Nonlinear adjustment of investors’ holding periods for common stocks in the presence of unobserved transactions costs: evidence from the UK equity market

Abstract

We estimate a model of holding period adjustment for four stock indices in the UK over the period 1980 to 2004. We postulate zone-symmetric investor preferences that result in an estimable ESTAR (Exponential Smooth Transition Autoregressive) model of the holding period for common stocks as a function of stock price volatility, market value and the bid-ask spread. These models suggest that there exists a nontrading zone due to the presence of transactions costs over and above the usual bid-ask spread. Normally such costs are not directly observed thus we need to deduce their influence by observing investors’ responses to asset price shocks that necessitate trading. We show that the speed of adjustment increases as a function of deviations from the optimum. We present strong evidence of nonlinearities in the adjustment process that can be modelled by the proposed ESTAR model. We find that for heavily traded firms, such as those included in the FTSE 100, even small misalignments of the holding period from its ‘optimal’ value, trigger trading. However, transactions costs (other than the bid-ask spread) prevent such rapid adjustment in the other indices.

Notes

¹ See among others Stoll (1978), Hamilton (1976), Marsh and Rock (1986) and Atkins and Dyl (1990).
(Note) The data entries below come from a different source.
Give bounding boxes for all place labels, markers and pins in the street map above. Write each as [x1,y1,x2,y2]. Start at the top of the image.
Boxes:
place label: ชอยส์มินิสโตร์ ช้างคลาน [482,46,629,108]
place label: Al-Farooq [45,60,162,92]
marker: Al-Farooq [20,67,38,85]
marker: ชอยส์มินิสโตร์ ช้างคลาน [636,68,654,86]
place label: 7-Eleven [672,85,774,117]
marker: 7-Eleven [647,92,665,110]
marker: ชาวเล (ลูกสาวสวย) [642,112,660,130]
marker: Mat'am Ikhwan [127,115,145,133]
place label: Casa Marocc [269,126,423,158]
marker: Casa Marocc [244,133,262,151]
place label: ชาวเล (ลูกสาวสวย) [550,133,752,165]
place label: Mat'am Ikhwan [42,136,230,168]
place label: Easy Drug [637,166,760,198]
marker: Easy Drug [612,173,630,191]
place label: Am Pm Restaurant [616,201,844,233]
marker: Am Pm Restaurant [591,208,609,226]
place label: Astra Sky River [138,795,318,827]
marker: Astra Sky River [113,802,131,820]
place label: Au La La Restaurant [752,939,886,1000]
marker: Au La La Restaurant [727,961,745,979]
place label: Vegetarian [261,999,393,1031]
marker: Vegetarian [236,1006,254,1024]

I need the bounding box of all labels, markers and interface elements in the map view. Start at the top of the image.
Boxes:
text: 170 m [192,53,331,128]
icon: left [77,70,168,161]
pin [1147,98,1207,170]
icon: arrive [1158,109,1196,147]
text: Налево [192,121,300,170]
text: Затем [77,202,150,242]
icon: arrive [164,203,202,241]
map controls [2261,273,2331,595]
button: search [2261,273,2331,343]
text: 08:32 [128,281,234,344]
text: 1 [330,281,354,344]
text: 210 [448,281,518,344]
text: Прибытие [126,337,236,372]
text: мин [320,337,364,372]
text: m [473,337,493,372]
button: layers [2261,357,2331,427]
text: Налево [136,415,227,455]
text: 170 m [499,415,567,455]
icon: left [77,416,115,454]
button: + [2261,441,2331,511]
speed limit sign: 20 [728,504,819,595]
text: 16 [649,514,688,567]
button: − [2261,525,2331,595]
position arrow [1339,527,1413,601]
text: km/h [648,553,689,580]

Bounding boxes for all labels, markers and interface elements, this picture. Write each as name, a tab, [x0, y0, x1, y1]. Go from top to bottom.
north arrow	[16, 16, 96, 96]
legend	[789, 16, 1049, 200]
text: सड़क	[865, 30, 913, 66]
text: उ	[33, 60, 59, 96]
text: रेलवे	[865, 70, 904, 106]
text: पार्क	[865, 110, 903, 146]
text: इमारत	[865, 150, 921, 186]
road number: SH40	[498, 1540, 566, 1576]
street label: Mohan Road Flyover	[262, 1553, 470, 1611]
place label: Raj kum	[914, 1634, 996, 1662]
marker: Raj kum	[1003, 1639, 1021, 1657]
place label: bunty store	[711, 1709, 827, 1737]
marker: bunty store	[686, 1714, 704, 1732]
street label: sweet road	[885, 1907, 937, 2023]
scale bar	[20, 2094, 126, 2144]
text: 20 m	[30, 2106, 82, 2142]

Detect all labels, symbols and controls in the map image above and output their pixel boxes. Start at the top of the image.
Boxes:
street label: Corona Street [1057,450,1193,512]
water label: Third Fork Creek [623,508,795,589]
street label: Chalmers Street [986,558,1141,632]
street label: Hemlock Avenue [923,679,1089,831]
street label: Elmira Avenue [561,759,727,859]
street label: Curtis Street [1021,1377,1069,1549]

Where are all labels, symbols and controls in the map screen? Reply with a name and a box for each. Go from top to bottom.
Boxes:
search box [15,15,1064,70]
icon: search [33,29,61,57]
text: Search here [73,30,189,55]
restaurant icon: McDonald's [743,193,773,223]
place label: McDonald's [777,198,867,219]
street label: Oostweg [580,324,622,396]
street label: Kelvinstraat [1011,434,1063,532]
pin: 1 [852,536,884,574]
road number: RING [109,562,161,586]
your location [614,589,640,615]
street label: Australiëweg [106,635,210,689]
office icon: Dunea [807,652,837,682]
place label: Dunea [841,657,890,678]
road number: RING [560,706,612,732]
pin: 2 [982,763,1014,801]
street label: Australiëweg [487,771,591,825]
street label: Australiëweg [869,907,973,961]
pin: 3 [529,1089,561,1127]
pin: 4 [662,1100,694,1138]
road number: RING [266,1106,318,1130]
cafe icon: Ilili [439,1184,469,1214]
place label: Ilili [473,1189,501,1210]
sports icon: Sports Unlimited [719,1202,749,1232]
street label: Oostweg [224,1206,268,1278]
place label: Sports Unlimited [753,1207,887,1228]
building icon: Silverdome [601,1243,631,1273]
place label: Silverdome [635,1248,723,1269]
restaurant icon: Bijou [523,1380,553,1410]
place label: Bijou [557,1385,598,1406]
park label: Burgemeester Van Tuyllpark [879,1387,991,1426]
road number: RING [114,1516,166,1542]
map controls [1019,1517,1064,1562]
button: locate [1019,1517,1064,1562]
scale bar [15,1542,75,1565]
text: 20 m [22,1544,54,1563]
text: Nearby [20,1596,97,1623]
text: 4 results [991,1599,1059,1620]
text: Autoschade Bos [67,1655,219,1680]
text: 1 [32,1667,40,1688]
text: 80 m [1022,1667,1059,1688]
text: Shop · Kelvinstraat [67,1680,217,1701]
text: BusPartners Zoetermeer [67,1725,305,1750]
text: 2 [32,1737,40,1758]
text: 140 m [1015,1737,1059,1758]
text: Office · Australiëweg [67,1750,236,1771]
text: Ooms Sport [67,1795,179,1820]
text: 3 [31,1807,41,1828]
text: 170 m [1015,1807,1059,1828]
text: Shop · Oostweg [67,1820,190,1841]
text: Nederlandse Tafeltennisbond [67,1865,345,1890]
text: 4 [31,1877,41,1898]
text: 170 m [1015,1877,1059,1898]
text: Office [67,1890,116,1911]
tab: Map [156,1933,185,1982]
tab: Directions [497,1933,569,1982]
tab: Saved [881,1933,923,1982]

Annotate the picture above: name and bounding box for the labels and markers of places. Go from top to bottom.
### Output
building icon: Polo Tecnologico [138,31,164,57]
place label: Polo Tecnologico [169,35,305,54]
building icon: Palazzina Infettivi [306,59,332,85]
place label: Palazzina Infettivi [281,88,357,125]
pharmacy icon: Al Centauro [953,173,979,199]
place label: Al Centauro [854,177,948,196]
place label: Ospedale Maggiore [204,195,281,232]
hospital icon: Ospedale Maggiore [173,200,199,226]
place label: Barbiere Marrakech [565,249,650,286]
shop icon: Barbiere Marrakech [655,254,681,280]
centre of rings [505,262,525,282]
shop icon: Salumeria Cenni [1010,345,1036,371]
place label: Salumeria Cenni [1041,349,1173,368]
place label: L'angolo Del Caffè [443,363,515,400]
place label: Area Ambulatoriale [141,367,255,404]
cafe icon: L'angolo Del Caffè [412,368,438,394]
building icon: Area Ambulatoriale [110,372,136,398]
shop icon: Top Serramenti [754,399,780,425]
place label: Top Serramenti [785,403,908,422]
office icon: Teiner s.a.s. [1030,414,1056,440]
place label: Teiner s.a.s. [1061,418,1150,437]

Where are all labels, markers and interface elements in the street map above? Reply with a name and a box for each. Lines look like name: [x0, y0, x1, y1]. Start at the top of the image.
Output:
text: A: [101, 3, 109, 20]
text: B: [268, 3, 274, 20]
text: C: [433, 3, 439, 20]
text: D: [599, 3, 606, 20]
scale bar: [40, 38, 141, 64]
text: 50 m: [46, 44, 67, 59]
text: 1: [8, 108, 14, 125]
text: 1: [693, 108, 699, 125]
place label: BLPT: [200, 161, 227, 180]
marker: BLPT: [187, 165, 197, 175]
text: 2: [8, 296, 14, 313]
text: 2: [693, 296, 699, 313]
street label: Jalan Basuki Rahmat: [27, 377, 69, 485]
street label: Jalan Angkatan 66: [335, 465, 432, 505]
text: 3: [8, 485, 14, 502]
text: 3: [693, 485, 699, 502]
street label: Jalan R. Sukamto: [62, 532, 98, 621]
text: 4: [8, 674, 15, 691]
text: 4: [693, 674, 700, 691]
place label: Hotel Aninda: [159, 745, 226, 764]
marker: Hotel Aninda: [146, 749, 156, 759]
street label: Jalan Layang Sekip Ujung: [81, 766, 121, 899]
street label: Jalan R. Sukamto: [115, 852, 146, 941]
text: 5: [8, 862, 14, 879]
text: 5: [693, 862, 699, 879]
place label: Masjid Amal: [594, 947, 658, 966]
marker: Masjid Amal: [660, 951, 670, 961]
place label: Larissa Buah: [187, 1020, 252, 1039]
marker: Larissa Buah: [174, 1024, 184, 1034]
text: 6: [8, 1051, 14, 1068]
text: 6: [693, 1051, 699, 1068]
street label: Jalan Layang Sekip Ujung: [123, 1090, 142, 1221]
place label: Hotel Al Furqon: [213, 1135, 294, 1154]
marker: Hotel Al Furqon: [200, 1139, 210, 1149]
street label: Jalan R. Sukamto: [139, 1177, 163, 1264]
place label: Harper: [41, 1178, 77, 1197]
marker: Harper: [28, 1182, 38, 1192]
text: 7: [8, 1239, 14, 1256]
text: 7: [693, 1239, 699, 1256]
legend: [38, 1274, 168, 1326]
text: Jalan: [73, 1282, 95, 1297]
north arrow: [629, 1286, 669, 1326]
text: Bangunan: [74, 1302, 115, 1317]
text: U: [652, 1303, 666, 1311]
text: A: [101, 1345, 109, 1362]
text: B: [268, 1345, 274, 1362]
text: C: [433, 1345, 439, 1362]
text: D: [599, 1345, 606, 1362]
² Note that all the variables apart from the dummies in Equation 10 are estimated in logs, due to the excess skewness and kurtosis of the data.

³ For more details see Terasvirta (1994, pp. 211–2).

⁴ Phillips–Peron unit root tests were also applied to e_t . The results (not reported) indicate that e_t is clearly stationary at all significance levels.

⁵ The nonlinearity present in the FTSE All Share index suggests that aggregation does not affect the nonlinear dynamics of the disaggregated data.

⁶ Notice that the scaling of (e_{t − d}  − c) in the transition function makes it possible to judge the size of α (Granger and Terasvirta, 1993, pp. 123, 153).

⁷ Notes: The ESTAR results are based on optimal holding period estimates where the variance of monthly returns represent the volatility. For robustness, we also compute the volatility of returns with the use of an Autoregressive Conditional Heteroscedasticity model (ARCH) with one lag structure. The results are identical and are therefore not reported.